INFORMATION SHOWN:

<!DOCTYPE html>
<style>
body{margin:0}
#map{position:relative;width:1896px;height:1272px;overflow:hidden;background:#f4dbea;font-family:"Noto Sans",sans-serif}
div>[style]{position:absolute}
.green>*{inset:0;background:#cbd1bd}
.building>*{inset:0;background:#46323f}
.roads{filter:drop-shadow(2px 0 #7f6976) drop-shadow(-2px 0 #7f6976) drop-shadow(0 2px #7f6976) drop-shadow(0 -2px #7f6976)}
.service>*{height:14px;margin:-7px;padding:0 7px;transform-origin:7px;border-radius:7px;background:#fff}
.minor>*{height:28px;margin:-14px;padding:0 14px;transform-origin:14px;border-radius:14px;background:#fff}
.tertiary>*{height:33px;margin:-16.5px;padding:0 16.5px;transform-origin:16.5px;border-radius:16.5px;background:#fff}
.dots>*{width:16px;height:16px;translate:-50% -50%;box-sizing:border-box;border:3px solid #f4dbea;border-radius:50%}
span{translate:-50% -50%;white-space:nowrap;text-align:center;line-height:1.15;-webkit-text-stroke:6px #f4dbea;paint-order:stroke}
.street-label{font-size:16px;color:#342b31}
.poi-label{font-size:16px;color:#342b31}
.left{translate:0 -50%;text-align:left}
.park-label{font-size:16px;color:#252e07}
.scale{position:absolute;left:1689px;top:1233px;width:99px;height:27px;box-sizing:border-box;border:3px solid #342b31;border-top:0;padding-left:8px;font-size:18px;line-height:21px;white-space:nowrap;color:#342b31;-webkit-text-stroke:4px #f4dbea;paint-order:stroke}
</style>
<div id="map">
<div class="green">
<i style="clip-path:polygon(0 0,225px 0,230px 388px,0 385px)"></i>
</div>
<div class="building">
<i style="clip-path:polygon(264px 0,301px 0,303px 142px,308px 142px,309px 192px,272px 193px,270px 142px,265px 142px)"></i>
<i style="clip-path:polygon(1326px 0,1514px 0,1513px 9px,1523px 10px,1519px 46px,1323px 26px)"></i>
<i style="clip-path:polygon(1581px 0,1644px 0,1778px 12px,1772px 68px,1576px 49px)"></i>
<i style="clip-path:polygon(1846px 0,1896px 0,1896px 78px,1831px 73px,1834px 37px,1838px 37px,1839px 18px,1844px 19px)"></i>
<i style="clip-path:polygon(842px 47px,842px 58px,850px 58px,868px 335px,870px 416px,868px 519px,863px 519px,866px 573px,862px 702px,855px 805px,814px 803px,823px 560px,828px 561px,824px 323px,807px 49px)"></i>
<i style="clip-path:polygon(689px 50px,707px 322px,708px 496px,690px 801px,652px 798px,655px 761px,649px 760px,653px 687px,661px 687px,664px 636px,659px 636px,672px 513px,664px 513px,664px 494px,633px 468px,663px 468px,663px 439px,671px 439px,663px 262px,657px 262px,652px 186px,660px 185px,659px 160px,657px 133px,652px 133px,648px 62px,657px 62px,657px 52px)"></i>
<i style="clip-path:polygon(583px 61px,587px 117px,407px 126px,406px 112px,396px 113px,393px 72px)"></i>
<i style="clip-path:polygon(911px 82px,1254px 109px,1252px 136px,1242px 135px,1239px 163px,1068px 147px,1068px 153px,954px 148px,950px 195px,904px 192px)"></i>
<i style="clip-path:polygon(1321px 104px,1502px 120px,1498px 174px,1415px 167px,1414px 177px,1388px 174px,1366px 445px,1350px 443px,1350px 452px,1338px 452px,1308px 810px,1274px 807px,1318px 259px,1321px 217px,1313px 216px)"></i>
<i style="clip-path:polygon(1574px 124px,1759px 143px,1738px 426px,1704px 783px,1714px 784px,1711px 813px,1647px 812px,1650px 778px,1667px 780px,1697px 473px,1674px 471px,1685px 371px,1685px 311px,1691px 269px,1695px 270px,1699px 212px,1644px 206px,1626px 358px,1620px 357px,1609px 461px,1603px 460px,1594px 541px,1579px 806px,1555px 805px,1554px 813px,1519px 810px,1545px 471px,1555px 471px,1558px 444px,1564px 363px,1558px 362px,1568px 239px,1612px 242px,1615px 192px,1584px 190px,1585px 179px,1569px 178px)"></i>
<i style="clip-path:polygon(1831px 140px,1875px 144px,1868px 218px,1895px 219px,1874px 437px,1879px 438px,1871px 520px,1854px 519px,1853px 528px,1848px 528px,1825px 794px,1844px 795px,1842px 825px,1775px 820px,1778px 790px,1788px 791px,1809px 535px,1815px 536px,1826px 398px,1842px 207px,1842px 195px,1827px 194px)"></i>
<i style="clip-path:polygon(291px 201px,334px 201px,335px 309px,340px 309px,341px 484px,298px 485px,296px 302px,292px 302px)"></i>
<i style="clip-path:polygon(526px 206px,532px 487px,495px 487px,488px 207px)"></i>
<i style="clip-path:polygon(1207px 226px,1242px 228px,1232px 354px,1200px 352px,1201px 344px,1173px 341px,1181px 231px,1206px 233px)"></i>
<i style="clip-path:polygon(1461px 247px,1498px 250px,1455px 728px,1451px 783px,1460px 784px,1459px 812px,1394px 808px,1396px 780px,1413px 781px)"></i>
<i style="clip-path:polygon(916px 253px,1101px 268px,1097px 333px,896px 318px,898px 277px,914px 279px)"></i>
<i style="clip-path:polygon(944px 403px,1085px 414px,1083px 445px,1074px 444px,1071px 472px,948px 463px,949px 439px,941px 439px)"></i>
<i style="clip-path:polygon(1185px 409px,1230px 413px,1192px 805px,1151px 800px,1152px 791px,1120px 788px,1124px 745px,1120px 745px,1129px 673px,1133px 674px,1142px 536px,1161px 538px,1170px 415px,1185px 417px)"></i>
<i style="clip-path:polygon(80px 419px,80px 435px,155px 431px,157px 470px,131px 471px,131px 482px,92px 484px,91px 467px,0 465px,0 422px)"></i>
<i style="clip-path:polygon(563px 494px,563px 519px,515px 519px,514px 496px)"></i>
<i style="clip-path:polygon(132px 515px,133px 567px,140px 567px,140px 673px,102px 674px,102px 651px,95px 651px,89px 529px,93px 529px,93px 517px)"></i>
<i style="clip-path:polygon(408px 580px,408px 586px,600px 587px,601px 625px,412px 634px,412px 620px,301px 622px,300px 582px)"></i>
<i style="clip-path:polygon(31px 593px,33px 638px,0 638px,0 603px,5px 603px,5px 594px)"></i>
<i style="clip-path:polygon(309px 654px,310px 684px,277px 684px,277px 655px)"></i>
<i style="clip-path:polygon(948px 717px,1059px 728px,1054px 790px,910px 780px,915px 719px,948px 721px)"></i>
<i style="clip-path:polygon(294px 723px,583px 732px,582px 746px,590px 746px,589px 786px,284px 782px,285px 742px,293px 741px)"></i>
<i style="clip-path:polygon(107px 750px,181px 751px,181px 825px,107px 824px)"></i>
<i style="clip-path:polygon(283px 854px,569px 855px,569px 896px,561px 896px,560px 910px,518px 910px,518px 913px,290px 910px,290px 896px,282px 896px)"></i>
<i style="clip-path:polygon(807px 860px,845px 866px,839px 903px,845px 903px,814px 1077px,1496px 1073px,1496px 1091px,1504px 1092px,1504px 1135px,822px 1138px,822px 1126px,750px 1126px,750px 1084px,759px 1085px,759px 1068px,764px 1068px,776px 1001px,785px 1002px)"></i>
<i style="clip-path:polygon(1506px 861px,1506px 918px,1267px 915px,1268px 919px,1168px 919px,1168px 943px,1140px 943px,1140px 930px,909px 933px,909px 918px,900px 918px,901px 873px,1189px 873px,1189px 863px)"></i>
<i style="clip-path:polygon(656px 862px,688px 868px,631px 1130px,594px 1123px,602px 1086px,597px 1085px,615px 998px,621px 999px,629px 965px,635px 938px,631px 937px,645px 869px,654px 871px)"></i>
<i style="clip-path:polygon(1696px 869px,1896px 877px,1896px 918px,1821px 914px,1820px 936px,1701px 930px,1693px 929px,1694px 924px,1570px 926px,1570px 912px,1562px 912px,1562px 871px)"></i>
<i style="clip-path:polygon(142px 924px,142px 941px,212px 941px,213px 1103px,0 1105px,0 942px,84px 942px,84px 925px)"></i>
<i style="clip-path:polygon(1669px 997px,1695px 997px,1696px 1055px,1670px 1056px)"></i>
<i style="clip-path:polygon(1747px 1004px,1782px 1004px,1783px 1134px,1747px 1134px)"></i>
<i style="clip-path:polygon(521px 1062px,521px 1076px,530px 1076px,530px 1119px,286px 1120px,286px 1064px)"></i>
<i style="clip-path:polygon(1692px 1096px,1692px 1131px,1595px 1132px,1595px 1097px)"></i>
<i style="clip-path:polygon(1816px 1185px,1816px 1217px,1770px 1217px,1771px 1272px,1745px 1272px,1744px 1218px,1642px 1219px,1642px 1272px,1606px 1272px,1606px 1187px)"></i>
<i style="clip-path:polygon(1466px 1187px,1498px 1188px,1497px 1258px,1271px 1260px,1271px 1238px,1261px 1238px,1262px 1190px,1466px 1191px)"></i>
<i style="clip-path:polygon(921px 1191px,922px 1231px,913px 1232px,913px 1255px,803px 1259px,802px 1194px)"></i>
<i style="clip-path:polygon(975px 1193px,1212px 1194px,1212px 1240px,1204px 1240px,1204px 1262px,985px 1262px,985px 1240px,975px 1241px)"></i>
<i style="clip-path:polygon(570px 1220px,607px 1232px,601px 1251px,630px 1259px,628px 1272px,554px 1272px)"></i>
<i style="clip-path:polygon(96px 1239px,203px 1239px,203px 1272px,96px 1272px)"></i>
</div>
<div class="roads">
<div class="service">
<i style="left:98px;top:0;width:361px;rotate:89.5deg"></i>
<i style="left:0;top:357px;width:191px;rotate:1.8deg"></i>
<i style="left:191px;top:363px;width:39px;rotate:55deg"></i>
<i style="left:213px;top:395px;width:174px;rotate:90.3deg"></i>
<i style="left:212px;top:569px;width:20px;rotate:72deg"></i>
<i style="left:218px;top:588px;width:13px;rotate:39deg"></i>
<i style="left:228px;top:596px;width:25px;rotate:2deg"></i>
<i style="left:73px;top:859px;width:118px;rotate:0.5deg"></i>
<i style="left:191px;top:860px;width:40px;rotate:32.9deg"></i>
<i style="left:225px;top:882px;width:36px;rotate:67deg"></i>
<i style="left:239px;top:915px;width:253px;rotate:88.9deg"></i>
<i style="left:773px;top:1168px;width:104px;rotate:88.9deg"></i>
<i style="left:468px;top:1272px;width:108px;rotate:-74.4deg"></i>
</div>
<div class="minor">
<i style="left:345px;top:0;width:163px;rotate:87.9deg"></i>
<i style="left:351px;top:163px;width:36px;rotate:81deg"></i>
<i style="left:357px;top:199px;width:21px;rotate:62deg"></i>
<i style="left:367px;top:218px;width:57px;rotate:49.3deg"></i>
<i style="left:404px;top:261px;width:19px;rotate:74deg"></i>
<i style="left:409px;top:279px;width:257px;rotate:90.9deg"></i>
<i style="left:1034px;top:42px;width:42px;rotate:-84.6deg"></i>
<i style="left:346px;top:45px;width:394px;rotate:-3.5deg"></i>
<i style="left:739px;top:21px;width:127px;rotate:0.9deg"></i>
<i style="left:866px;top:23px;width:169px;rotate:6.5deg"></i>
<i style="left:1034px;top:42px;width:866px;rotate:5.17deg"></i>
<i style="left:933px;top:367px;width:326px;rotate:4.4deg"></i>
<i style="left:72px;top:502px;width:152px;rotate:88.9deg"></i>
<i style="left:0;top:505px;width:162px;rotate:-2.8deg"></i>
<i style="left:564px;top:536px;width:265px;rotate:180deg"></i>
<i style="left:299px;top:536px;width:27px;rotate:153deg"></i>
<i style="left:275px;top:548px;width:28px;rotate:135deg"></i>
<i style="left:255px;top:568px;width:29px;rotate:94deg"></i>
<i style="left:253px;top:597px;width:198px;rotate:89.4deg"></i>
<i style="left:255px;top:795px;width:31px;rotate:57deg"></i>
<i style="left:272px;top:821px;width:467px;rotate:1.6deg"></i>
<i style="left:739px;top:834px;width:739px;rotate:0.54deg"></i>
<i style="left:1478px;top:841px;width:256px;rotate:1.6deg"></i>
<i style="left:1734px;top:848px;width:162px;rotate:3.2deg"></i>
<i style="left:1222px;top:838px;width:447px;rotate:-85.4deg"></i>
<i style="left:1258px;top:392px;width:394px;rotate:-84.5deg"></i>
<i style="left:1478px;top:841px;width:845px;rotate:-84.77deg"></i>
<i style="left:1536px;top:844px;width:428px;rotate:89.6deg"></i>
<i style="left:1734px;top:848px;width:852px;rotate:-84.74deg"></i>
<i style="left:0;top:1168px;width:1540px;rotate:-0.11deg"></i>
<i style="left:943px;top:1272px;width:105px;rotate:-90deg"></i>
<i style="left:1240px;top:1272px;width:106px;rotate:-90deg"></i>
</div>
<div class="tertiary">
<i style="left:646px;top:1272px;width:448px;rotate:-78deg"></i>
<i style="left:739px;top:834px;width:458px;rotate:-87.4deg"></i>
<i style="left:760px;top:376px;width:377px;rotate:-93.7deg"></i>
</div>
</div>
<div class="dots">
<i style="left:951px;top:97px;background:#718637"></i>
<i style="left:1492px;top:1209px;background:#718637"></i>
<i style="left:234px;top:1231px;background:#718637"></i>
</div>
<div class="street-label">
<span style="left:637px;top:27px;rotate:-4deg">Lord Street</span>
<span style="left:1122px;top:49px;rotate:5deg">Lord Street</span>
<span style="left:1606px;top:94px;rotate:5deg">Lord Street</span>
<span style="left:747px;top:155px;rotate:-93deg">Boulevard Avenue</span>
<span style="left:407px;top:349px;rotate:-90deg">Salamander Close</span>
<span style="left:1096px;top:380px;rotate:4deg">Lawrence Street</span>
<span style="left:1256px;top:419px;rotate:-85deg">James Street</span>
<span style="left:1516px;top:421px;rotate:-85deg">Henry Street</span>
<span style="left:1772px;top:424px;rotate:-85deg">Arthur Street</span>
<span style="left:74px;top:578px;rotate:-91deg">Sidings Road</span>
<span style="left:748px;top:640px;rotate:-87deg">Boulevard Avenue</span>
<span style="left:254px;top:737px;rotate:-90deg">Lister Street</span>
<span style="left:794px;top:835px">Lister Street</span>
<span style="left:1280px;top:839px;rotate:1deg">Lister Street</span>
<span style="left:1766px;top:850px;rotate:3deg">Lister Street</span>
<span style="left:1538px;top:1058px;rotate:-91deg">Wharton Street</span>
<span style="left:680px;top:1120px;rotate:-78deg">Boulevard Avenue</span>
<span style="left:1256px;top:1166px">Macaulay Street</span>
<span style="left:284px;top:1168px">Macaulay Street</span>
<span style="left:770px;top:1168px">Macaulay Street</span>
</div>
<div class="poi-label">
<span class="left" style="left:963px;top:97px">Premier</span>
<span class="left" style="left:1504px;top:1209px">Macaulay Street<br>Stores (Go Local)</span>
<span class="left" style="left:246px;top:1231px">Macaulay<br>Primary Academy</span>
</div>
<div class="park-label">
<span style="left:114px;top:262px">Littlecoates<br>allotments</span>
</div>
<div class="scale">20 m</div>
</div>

DESCRIPTION OF THE TASK:
A single figure is required: the number of lines in the entries that hold the string "Lord".

ANSWER SPACE:
3